Pada tanggal 31 Desember 2016, terdapat 726.331 pasien penyakit ginjal stadium akhir (ESRD) di
Amerika Serikat, dan jumlah ini terus meningkat setiap tahunnya. 1 Sejauh ini sebagian besar pasien
tersebut, yaitu sekitar 87%, memulai terapi penggantian ginjal dengan hemodialisis. 1 Memulai terapi
untuk mempertahankan hidup ini dapat diperumit dengan sindrom disekuilibrium dialisis (DDS), yang
bermanifestasi sebagai gejala dan tanda neurologis yang berhubungan dengan perpindahan cairan
osmotik. Pasien yang memulai dialisis dengan modalitas ini mempunyai risiko tertinggi terkena DDS,
namun sindrom ini dilaporkan jarang terjadi. Kejadian pastinya tidak diketahui, sebagian karena hanya
gejala dan tanda yang parah, seperti kejang dan perubahan status mental yang dikenali dan dilaporkan
sebagai manifestasi DDS. Gejala dan tanda ringan seperti sakit kepala, mual, dan kram otot mungkin
mewakili spektrum yang lebih ringan namun tidak didiagnosis sebagai DDS. Gejala-gejala ini umum
terjadi selama prosedur hemodialisis dan sering dikaitkan dengan penurunan volume akibat ultrafiltrasi
yang berlebihan. Oleh karena itu, DDS mungkin lebih umum terjadi dibandingkan yang dilaporkan. Dapat
dikatakan bahwa perubahan dalam praktik, khususnya memperlambat laju pengurangan urea pada
pasien dialisis baru, telah mengakibatkan DDS menjadi semakin berkurang seiring berjalannya waktu.

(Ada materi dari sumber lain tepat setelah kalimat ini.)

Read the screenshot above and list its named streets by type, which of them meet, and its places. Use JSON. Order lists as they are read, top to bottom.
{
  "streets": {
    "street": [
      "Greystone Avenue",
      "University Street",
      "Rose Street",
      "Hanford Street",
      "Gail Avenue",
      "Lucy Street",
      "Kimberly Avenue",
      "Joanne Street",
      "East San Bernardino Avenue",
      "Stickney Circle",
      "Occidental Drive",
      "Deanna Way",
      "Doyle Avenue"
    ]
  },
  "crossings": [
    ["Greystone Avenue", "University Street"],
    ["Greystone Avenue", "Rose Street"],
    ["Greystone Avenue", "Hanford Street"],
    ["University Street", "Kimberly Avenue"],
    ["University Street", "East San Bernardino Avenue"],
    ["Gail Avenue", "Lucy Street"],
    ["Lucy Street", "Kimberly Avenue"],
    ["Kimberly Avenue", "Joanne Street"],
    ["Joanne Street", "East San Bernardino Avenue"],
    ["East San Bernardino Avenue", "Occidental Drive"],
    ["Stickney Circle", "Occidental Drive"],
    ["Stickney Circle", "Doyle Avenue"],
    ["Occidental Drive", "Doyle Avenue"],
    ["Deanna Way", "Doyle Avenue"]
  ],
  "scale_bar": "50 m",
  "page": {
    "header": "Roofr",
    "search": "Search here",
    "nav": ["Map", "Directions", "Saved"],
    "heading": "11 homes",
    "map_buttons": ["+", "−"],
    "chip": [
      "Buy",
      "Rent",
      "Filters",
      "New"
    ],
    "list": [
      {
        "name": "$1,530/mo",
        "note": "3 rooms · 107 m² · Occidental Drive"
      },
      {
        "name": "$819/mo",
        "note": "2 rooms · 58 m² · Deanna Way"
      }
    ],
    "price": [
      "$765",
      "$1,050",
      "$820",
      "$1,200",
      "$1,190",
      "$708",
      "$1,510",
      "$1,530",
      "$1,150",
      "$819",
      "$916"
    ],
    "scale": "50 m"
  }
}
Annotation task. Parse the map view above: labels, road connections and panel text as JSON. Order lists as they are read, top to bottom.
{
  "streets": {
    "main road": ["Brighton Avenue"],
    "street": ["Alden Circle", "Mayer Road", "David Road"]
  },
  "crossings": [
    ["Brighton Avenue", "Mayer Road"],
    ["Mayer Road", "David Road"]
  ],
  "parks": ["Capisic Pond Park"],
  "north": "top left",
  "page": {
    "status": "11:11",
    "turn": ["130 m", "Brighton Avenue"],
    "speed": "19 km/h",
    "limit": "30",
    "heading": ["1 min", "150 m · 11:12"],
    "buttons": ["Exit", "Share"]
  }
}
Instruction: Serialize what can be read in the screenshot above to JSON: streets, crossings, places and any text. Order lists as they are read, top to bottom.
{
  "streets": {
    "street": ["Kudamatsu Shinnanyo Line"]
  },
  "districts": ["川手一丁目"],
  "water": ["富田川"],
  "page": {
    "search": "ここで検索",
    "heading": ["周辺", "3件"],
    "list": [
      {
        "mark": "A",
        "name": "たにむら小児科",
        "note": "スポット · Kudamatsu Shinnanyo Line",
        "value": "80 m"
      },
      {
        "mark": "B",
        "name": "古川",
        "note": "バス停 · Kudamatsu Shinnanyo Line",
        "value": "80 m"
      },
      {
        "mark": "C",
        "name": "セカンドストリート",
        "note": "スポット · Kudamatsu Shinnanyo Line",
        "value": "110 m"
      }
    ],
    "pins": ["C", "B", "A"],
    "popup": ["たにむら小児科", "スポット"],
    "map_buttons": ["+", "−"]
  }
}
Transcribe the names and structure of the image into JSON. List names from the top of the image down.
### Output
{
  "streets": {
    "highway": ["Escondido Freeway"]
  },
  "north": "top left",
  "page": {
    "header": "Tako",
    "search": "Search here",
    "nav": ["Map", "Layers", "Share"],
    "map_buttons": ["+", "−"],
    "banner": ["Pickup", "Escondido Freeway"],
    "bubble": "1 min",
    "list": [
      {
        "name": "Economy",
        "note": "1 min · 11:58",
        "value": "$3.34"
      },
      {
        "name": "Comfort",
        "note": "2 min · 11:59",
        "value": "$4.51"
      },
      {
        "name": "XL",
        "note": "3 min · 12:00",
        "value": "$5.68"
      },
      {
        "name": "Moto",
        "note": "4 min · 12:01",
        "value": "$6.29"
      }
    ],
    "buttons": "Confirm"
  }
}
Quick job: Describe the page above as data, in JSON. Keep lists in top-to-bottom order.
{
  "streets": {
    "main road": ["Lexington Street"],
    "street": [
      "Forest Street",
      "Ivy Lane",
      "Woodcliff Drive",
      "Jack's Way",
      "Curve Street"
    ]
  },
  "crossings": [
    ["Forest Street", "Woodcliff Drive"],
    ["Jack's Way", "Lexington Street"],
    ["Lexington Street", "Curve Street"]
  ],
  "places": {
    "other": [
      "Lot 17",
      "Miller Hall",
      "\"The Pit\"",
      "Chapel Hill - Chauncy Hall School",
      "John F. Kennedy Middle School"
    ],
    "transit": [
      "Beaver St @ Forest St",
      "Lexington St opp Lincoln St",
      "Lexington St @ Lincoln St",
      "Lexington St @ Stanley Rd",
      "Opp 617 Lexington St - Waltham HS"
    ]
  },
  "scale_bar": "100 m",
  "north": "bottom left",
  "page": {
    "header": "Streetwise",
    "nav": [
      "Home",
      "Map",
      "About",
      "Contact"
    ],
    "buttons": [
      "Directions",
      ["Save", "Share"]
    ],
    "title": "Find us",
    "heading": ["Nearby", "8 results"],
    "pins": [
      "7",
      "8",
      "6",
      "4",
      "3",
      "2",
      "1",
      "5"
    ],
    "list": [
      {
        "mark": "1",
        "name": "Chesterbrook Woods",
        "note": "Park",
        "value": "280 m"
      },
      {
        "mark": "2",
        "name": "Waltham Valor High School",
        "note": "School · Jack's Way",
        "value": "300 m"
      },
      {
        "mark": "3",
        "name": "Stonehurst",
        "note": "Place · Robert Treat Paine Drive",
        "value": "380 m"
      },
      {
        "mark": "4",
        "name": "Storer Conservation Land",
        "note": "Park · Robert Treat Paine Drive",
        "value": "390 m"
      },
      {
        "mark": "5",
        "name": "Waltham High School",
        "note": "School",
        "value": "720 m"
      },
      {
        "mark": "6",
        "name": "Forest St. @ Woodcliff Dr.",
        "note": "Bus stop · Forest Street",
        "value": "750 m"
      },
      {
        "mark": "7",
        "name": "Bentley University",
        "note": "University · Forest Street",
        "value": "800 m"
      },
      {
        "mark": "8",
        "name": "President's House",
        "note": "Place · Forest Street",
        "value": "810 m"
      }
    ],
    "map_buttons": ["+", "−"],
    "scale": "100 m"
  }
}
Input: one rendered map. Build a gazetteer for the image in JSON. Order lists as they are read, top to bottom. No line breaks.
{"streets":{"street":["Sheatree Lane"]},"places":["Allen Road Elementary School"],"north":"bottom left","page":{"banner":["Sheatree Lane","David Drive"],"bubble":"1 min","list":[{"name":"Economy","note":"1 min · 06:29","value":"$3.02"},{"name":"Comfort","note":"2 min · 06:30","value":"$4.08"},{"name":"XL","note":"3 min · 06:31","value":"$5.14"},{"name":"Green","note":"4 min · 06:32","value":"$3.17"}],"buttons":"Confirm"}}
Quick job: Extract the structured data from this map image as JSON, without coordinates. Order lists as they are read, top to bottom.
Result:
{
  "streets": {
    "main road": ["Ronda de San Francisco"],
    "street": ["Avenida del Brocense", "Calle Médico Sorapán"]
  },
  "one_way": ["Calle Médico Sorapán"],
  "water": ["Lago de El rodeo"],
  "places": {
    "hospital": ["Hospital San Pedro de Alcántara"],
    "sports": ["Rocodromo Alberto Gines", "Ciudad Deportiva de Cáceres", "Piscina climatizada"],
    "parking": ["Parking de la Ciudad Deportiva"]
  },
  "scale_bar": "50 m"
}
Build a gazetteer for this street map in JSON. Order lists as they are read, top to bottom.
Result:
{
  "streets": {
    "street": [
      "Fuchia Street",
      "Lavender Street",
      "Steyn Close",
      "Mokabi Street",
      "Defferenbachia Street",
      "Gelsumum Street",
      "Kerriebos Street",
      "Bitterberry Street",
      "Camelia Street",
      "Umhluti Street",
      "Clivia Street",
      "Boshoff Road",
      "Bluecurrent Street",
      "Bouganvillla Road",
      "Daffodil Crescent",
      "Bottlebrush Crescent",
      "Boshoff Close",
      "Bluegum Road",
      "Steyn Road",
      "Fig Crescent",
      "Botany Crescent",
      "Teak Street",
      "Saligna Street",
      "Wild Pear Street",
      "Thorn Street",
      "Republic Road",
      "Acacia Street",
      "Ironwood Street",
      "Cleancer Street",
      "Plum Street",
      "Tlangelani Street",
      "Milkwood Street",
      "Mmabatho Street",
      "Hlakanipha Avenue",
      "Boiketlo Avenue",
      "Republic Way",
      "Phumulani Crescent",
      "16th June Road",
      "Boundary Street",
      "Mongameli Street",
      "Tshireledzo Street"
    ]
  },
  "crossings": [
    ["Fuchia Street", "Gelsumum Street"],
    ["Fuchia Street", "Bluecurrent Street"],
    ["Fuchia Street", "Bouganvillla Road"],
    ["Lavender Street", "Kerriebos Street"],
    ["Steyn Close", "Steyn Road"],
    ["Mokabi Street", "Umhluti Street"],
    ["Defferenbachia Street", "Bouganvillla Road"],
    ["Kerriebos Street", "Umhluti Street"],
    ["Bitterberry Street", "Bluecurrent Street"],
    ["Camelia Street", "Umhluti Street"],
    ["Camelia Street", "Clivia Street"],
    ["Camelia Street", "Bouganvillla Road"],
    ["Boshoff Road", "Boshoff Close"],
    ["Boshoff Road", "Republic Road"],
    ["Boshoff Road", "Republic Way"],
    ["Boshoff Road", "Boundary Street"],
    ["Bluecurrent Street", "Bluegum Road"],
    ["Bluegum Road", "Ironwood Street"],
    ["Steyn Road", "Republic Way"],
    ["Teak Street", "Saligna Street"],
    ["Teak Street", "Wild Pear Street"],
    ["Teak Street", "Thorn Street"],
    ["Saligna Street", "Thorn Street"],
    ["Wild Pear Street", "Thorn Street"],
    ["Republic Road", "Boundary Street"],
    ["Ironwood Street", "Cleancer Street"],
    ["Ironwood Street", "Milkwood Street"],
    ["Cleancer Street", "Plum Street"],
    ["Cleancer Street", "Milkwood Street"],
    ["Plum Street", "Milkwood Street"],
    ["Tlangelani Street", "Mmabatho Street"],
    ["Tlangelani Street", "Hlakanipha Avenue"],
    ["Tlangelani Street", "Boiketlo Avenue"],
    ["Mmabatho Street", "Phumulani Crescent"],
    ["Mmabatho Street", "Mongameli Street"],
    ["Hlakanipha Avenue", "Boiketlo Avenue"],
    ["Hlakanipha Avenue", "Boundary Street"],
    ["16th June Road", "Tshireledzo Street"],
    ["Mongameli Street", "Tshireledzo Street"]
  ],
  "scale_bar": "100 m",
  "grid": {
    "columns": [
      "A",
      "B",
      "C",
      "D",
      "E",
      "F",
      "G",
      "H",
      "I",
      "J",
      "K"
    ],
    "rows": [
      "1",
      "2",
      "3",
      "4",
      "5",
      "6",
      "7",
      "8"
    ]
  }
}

Gejala awal berupa muntah, sakit kepala, pusing, agitasi, disorientasi, kebingungan, kram otot, dan
gemetar sering terjadi pada pasien dialisis kronis. Hal ini biasanya disebabkan oleh ultrafiltrasi yang
berlebihan atau agresif, dan hiper atau hipotensi. Namun, DDS dapat terjadi pada pasien yang menjalani
dialisis kronis dan harus tetap dalam diagnosis banding, terutama ketika nitrogen urea darah (BUN)
pradialisis tinggi dan/atau terdapat pemicu lain untuk hiperosmolalitas, misalnya hiperglikemia atau
hipernatremia.
Penelitian yang mengukur kepadatan otak pada pasien dialisis kronis menggunakan tomografi komputer
(CT) kepala menunjukkan penurunan kepadatan otak atau peningkatan air otak selama dan setelah
hemodialisis, namun tidak pada individu normal atau mereka yang menjalani dialisis peritoneal
berkelanjutan. 3 Hal ini menunjukkan bahwa edema serebral dapat mempersulit pengobatan
hemodialisis kronis dan menyebabkan beberapa gejala neurologis yang umum ditemui seperti sakit
kepala intra dan pasca

Strategi mempertahankan natrium plasma yang lebih tinggi, dan juga osmolalitas, selama bagian paling
awal dari prosedur hemodialisis ketika pembuangan zat terlarut berada pada titik maksimum,
mengimbangi penurunan osmolalitas yang disebabkan oleh pembuangan urea dan zat terlarut kecil
lainnya. Selain itu, osmolalitas plasma yang lebih tinggi memfasilitasi pengisian ulang intravaskular
selama ultrafiltrasi, sehingga memperbaiki hipotensi dan efeknya.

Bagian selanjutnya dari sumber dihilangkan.